Records for this task:
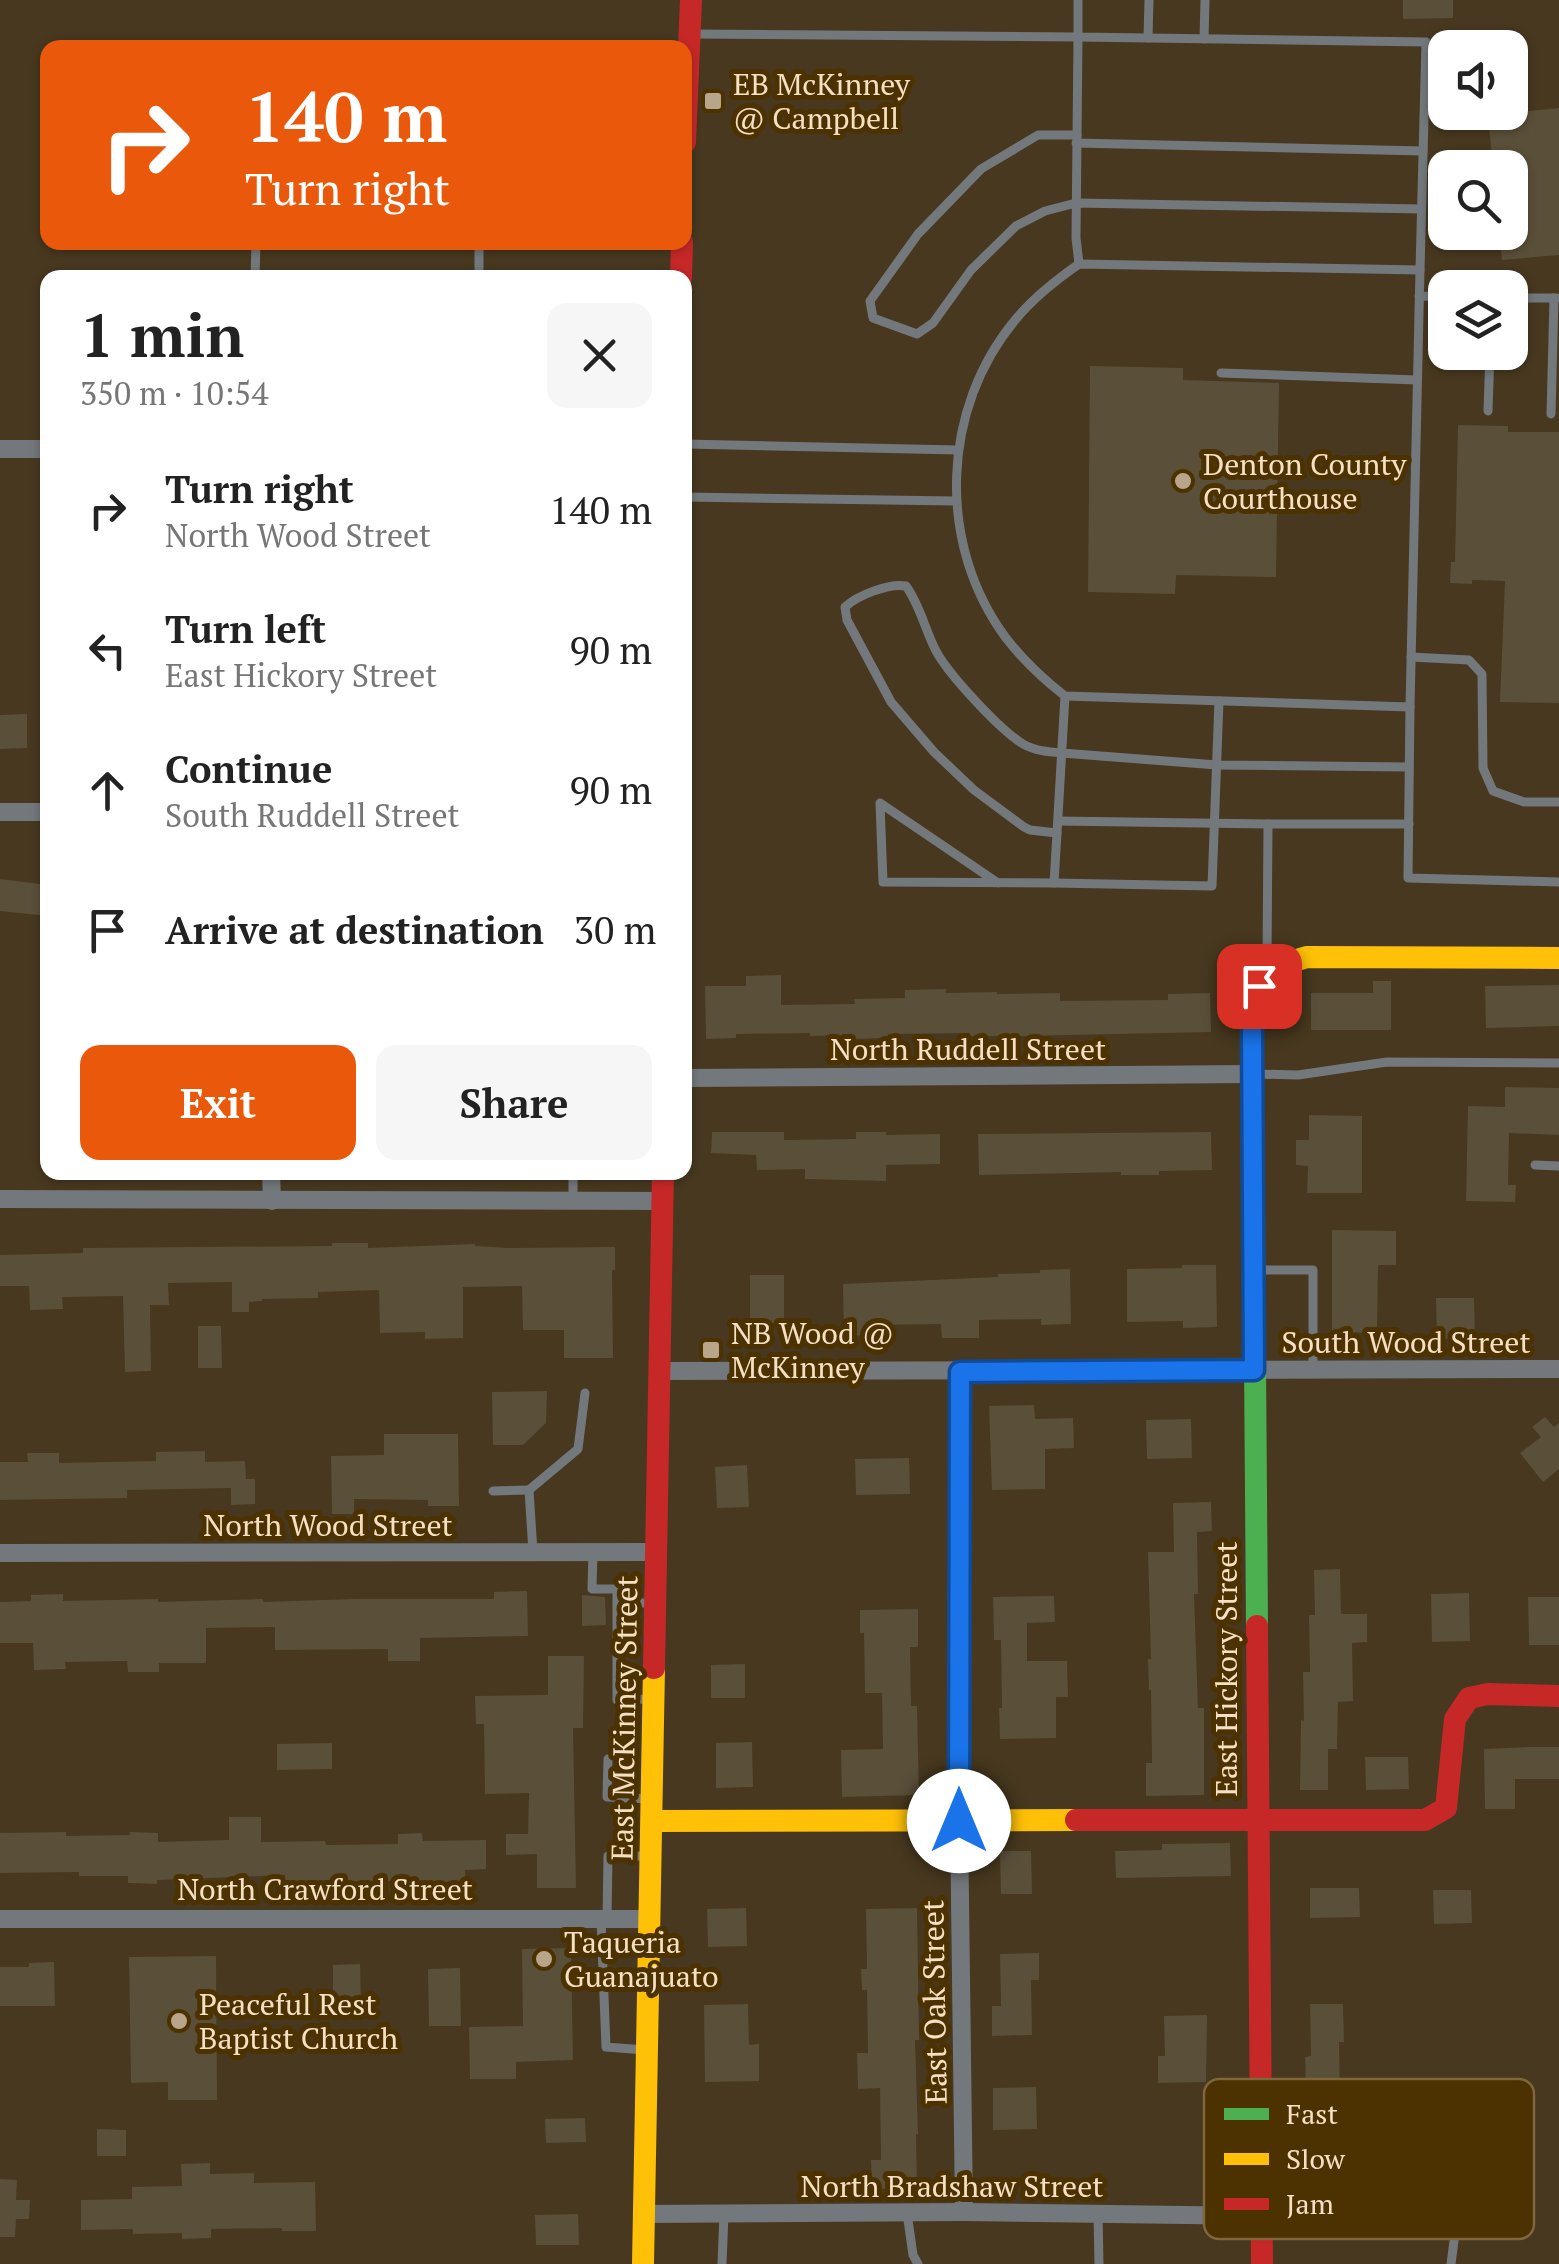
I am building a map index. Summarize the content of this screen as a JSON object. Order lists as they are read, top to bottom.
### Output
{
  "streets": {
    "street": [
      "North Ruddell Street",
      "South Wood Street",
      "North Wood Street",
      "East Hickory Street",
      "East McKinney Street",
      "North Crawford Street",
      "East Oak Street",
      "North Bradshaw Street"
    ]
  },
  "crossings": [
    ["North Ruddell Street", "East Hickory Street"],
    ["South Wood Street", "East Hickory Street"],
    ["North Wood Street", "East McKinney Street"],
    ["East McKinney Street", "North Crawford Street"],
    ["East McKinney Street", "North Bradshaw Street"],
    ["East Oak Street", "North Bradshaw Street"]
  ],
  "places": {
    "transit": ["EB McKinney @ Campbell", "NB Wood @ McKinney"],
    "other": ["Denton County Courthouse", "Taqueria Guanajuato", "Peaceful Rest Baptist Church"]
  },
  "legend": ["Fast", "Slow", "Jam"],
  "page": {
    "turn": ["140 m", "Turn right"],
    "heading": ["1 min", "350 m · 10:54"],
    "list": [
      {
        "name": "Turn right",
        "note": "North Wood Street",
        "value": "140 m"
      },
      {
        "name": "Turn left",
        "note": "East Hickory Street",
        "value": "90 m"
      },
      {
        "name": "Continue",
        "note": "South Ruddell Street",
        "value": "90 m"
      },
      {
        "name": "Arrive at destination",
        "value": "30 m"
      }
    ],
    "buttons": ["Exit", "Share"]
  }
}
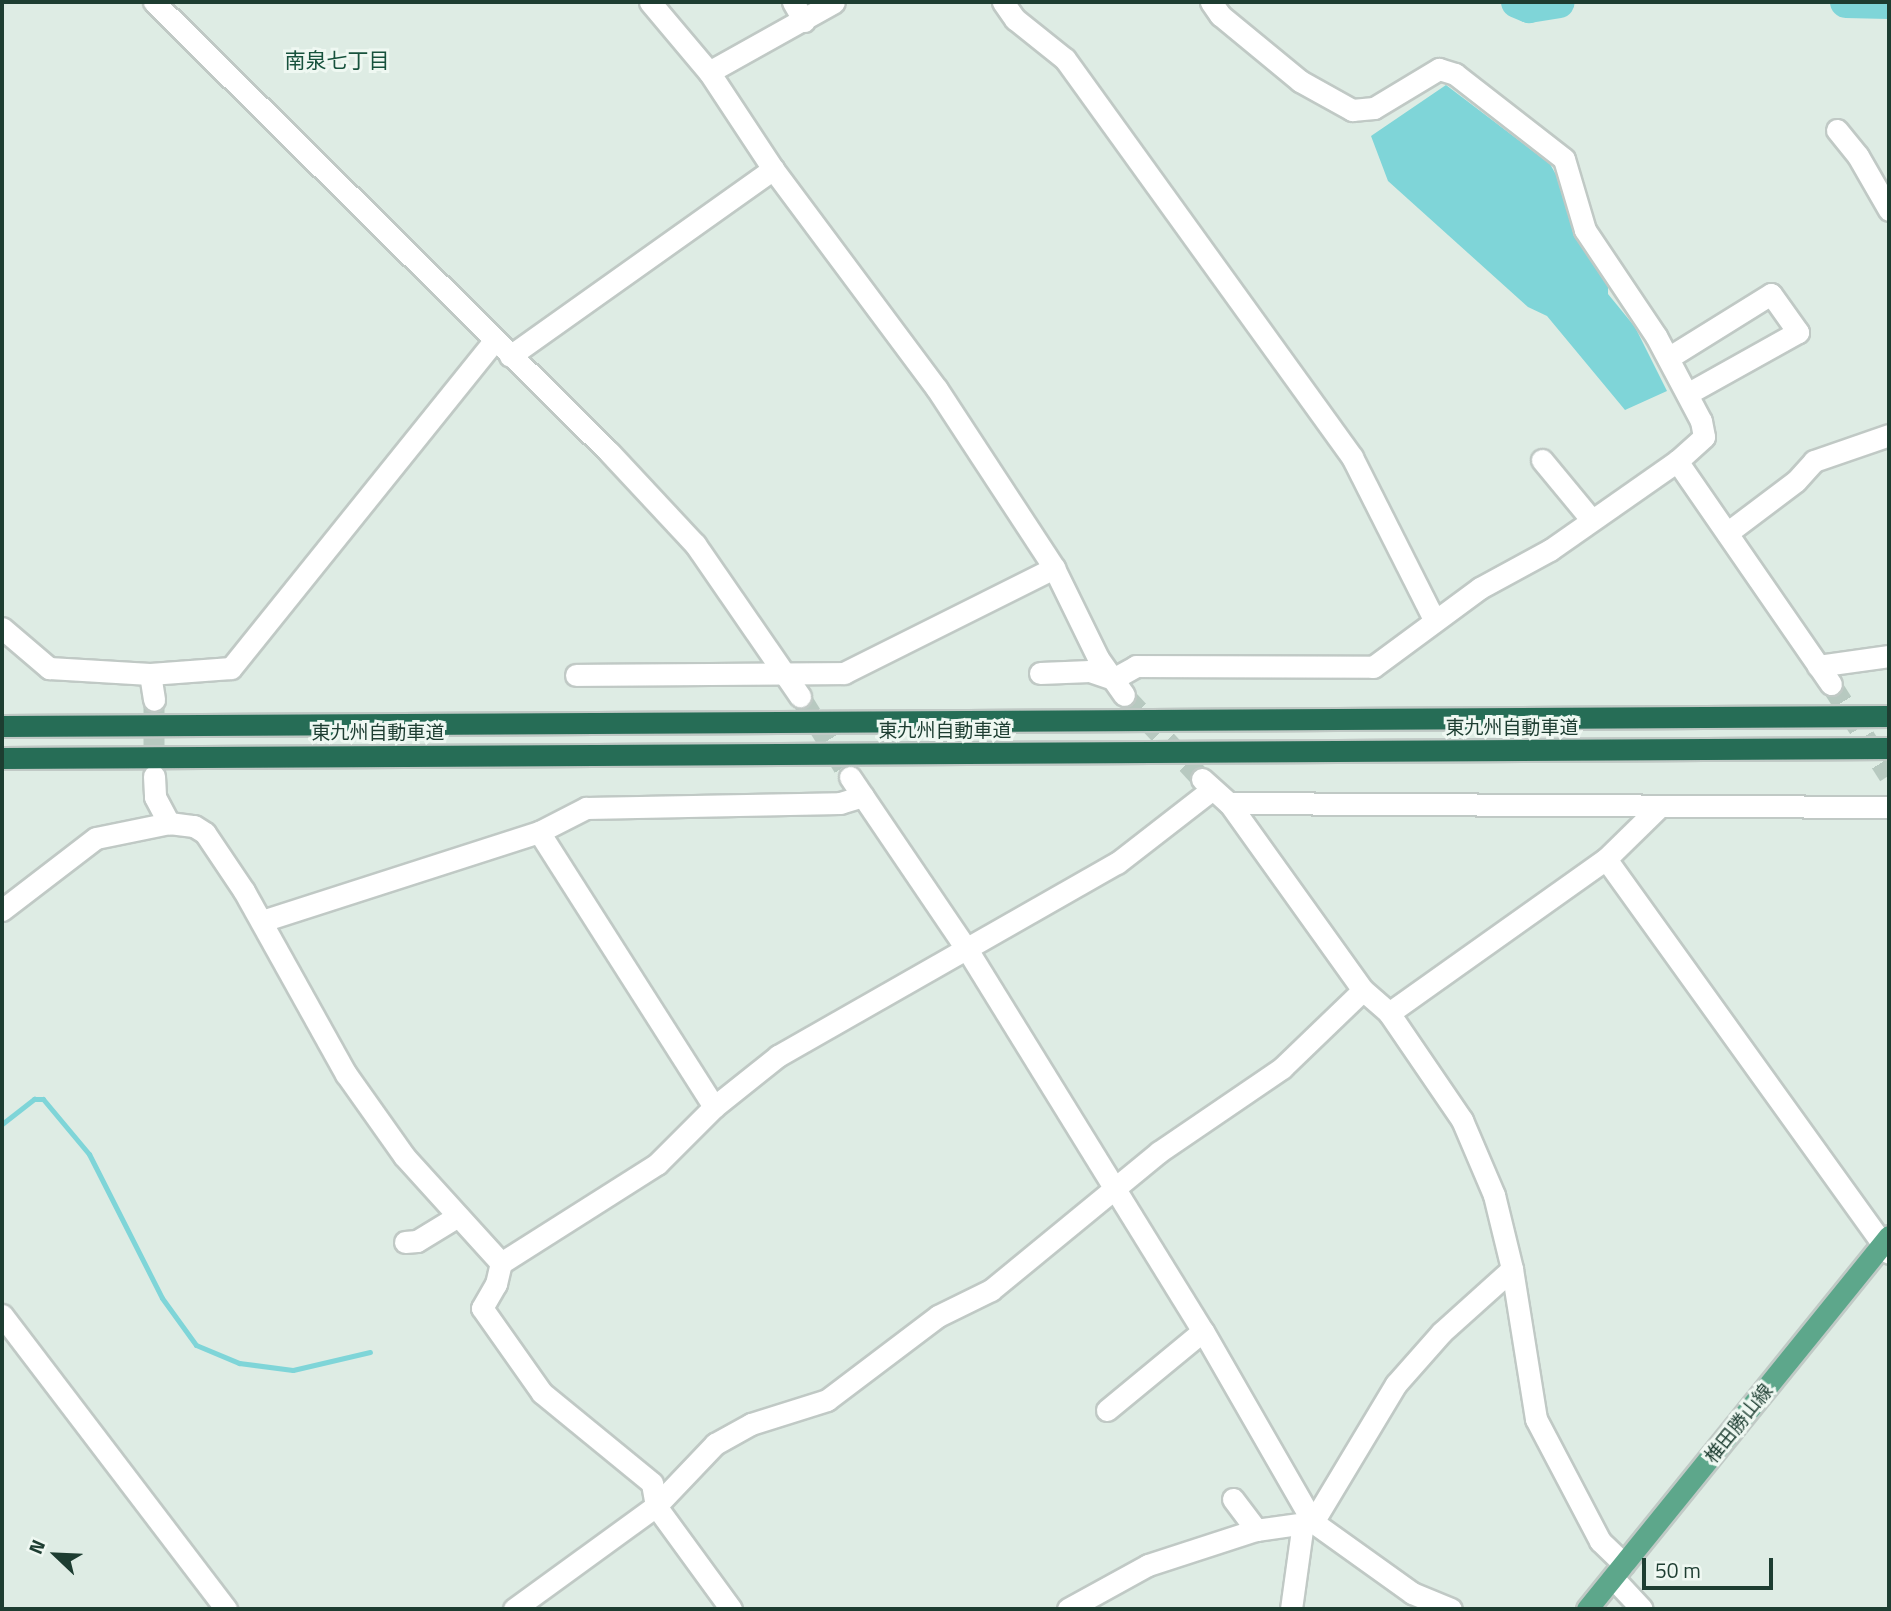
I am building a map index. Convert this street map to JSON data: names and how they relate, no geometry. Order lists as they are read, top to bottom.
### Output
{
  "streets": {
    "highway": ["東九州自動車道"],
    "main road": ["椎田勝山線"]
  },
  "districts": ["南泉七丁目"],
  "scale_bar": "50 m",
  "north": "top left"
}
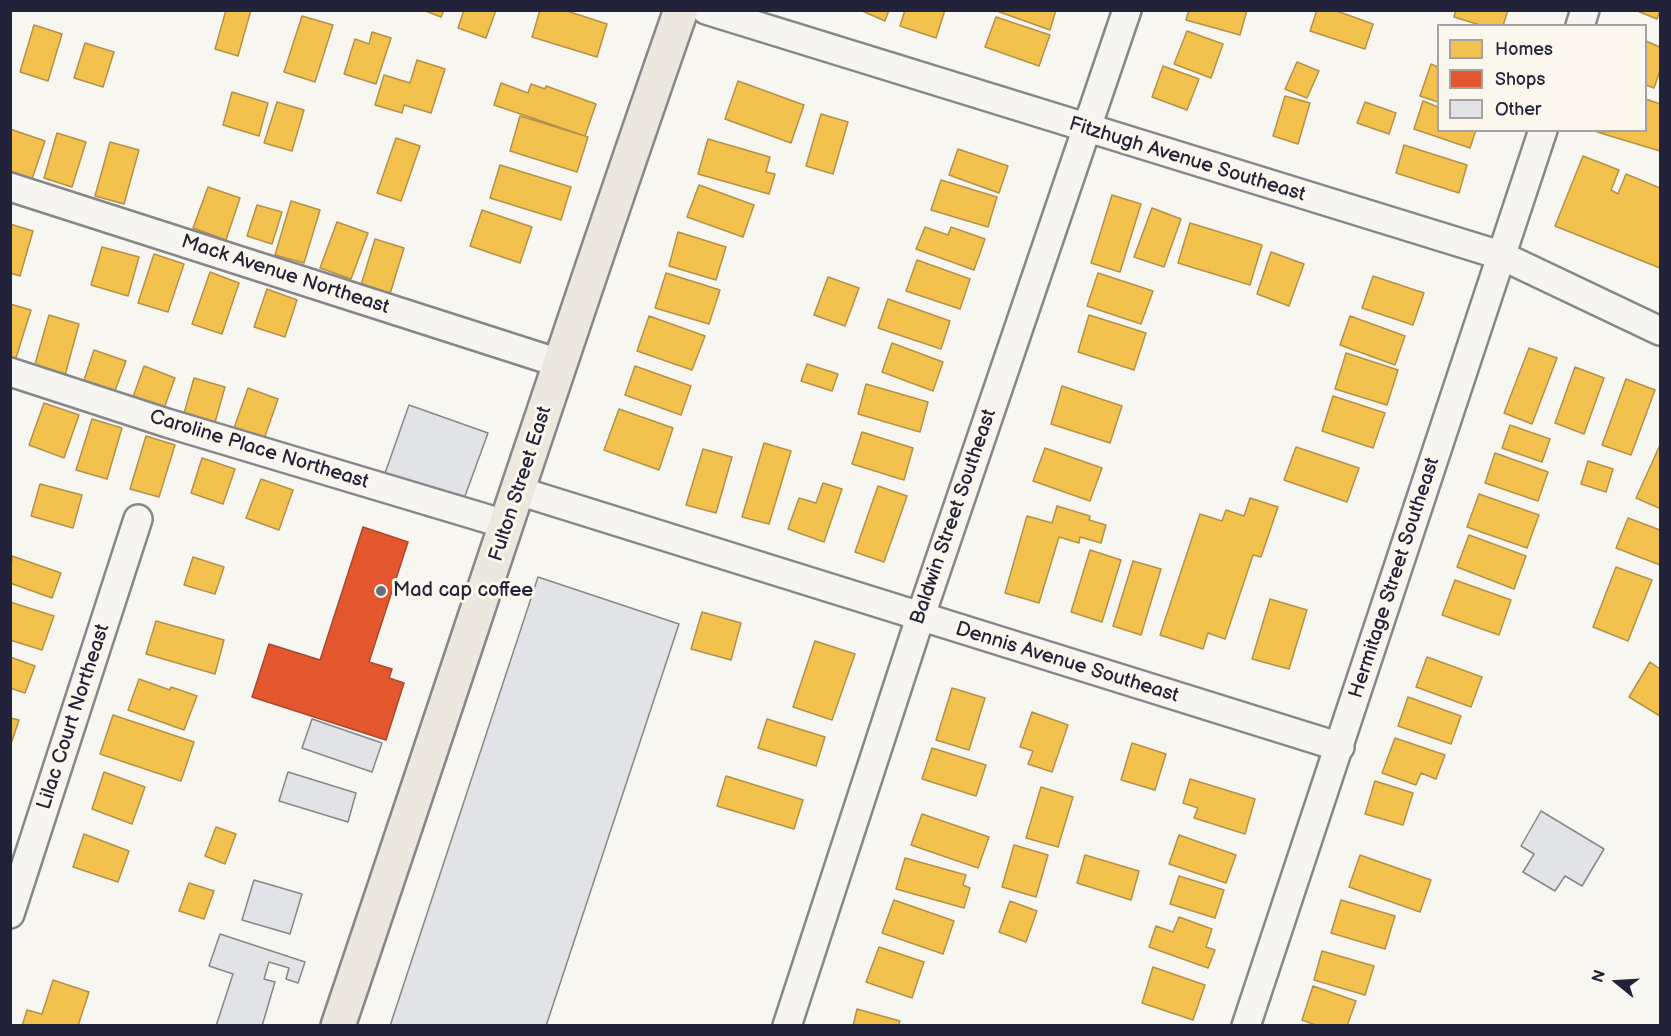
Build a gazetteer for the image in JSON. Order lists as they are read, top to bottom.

The task:
Write out all of the records above. Keep them exact and leave out the pictures.

Answer for this exercise:
I am building a map index. Summarize the content of this screen as a JSON object. Order lists as they are read, top to bottom.
### Output
{
  "streets": {
    "street": [
      "North Ruddell Street",
      "South Wood Street",
      "North Wood Street",
      "East Hickory Street",
      "East McKinney Street",
      "North Crawford Street",
      "East Oak Street",
      "North Bradshaw Street"
    ]
  },
  "crossings": [
    ["North Ruddell Street", "East Hickory Street"],
    ["South Wood Street", "East Hickory Street"],
    ["North Wood Street", "East McKinney Street"],
    ["East McKinney Street", "North Crawford Street"],
    ["East McKinney Street", "North Bradshaw Street"],
    ["East Oak Street", "North Bradshaw Street"]
  ],
  "places": {
    "transit": ["EB McKinney @ Campbell", "NB Wood @ McKinney"],
    "other": ["Denton County Courthouse", "Taqueria Guanajuato", "Peaceful Rest Baptist Church"]
  },
  "legend": ["Fast", "Slow", "Jam"],
  "page": {
    "turn": ["140 m", "Turn right"],
    "heading": ["1 min", "350 m · 10:54"],
    "list": [
      {
        "name": "Turn right",
        "note": "North Wood Street",
        "value": "140 m"
      },
      {
        "name": "Turn left",
        "note": "East Hickory Street",
        "value": "90 m"
      },
      {
        "name": "Continue",
        "note": "South Ruddell Street",
        "value": "90 m"
      },
      {
        "name": "Arrive at destination",
        "value": "30 m"
      }
    ],
    "buttons": ["Exit", "Share"]
  }
}
I am building a map index. Convert this street map to JSON data: names and how they relate, no geometry. Order lists as they are read, top to bottom.
### Output
{
  "streets": {
    "highway": ["東九州自動車道"],
    "main road": ["椎田勝山線"]
  },
  "districts": ["南泉七丁目"],
  "scale_bar": "50 m",
  "north": "top left"
}
Build a gazetteer for the image in JSON. Order lists as they are read, top to bottom.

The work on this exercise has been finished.